§ Task statement
From the records below, extract only the lines running from the line with "Bounding boxes for all labels, symbols" to the line with "Find all labels, markers", both lines included, reproducing them exactly.

--*--

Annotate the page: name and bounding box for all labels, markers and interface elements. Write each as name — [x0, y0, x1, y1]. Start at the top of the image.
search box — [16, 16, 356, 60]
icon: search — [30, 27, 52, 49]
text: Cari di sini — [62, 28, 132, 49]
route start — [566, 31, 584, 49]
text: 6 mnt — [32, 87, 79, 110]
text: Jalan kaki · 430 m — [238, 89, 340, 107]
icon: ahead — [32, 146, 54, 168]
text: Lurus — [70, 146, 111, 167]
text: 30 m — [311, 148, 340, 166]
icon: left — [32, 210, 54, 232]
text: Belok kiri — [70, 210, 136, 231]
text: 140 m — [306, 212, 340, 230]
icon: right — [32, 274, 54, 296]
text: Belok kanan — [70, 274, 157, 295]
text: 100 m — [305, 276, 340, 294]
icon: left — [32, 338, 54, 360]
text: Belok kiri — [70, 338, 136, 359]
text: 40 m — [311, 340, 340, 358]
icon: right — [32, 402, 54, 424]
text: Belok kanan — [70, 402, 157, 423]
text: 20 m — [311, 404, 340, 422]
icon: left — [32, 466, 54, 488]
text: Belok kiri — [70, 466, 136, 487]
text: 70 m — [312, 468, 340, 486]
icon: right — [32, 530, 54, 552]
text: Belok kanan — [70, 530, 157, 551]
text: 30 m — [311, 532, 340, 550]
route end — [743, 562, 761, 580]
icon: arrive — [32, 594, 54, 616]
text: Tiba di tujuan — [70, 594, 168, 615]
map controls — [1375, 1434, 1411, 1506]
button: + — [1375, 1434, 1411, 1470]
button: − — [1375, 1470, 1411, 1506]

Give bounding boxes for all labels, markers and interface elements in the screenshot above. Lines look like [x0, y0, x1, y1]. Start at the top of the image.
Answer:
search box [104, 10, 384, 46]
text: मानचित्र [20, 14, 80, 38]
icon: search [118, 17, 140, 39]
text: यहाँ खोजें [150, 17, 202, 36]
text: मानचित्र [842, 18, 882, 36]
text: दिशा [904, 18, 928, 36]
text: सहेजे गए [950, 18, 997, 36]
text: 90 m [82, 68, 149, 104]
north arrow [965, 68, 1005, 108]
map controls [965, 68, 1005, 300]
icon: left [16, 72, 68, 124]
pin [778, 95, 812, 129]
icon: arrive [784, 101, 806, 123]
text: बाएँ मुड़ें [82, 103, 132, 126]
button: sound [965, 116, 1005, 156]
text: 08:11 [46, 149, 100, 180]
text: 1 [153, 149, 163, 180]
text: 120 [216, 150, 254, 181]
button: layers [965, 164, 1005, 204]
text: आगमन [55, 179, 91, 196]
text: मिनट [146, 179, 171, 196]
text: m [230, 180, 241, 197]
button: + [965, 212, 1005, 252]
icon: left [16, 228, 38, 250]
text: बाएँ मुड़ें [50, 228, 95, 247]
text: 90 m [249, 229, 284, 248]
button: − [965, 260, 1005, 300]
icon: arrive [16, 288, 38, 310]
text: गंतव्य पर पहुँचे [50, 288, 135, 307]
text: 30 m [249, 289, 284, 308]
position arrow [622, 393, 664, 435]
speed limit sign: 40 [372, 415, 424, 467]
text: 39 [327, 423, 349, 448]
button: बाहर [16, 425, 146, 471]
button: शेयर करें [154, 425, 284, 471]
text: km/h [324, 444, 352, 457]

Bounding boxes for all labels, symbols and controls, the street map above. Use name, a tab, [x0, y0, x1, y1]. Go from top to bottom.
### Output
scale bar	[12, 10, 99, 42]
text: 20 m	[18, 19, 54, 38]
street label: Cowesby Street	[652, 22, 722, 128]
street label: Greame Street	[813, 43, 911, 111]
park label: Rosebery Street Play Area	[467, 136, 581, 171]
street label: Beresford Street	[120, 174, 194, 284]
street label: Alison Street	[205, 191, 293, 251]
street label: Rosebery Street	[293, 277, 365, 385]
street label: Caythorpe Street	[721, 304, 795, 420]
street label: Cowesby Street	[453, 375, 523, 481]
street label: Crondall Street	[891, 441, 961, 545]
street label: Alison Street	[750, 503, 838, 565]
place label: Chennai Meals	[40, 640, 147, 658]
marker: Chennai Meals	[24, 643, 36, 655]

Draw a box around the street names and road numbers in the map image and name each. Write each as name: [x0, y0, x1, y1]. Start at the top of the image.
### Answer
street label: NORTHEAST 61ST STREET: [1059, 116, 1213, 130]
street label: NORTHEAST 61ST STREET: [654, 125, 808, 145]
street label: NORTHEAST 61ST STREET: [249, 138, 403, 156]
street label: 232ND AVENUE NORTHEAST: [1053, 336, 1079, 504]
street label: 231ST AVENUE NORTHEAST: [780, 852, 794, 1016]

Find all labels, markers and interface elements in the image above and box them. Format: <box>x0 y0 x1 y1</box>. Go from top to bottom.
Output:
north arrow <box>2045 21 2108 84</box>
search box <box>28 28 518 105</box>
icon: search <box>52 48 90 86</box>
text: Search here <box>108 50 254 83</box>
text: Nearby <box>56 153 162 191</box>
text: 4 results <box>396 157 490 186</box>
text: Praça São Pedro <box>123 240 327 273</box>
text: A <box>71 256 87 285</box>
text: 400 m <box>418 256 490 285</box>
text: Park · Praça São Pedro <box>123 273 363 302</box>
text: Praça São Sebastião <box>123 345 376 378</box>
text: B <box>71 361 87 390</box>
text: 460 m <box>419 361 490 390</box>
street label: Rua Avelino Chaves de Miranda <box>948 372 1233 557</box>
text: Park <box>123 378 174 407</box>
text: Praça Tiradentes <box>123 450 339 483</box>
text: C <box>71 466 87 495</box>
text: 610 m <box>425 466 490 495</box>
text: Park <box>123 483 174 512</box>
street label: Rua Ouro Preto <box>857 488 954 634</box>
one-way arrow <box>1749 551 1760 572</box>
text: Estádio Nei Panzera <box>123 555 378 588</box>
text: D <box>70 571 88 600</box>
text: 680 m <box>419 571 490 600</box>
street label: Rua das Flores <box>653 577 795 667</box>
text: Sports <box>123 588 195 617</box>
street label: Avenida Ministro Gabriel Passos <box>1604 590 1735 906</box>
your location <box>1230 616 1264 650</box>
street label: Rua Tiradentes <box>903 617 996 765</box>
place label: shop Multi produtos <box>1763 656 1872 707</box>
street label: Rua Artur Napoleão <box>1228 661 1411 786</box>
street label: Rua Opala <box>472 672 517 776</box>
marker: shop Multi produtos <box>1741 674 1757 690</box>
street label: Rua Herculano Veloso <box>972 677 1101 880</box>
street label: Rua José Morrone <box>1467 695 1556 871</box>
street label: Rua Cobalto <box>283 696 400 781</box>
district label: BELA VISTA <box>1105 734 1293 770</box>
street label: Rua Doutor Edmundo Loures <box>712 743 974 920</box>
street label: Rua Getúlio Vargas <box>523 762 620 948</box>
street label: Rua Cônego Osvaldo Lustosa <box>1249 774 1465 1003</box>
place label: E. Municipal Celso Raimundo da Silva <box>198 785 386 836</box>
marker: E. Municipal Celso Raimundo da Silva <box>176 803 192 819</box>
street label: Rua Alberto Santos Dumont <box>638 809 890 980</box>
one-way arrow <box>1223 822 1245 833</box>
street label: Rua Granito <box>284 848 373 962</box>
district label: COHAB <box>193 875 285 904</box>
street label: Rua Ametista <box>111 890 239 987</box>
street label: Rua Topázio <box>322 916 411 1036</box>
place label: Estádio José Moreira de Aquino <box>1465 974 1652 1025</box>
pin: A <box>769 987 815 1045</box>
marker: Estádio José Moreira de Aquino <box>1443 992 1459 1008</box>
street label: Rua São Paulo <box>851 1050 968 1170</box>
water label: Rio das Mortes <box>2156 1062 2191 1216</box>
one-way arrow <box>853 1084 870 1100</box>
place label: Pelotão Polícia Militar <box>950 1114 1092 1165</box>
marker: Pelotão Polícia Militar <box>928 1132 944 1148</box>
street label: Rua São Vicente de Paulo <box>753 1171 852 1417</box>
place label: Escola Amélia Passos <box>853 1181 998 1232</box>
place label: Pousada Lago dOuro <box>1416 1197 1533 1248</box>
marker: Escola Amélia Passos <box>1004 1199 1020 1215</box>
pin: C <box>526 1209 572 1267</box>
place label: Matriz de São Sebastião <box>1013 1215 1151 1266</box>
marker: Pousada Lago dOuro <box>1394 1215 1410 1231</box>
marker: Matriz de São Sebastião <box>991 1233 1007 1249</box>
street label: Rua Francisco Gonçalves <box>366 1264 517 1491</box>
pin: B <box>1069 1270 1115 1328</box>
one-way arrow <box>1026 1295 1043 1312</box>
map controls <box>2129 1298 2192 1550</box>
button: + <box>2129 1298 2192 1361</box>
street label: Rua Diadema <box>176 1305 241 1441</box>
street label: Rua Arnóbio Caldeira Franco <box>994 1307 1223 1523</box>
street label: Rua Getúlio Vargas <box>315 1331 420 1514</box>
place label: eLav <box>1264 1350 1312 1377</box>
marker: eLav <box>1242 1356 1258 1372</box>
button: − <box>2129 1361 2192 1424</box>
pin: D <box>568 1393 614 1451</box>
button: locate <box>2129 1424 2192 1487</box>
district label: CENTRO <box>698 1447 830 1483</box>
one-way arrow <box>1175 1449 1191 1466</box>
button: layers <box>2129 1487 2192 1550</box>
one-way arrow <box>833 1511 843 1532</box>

--*--

§ Completed task
Bounding boxes for all labels, symbols and controls, the street map above. Use name, a tab, [x0, y0, x1, y1]. Go from top to bottom.
### Output
scale bar	[12, 10, 99, 42]
text: 20 m	[18, 19, 54, 38]
street label: Cowesby Street	[652, 22, 722, 128]
street label: Greame Street	[813, 43, 911, 111]
park label: Rosebery Street Play Area	[467, 136, 581, 171]
street label: Beresford Street	[120, 174, 194, 284]
street label: Alison Street	[205, 191, 293, 251]
street label: Rosebery Street	[293, 277, 365, 385]
street label: Caythorpe Street	[721, 304, 795, 420]
street label: Cowesby Street	[453, 375, 523, 481]
street label: Crondall Street	[891, 441, 961, 545]
street label: Alison Street	[750, 503, 838, 565]
place label: Chennai Meals	[40, 640, 147, 658]
marker: Chennai Meals	[24, 643, 36, 655]

Draw a box around the street names and road numbers in the map image and name each. Write each as name: [x0, y0, x1, y1]. Start at the top of the image.
### Answer
street label: NORTHEAST 61ST STREET: [1059, 116, 1213, 130]
street label: NORTHEAST 61ST STREET: [654, 125, 808, 145]
street label: NORTHEAST 61ST STREET: [249, 138, 403, 156]
street label: 232ND AVENUE NORTHEAST: [1053, 336, 1079, 504]
street label: 231ST AVENUE NORTHEAST: [780, 852, 794, 1016]

Find all labels, markers and interface elements in the image above and box them. Format: <box>x0 y0 x1 y1</box>. Go from top to bottom.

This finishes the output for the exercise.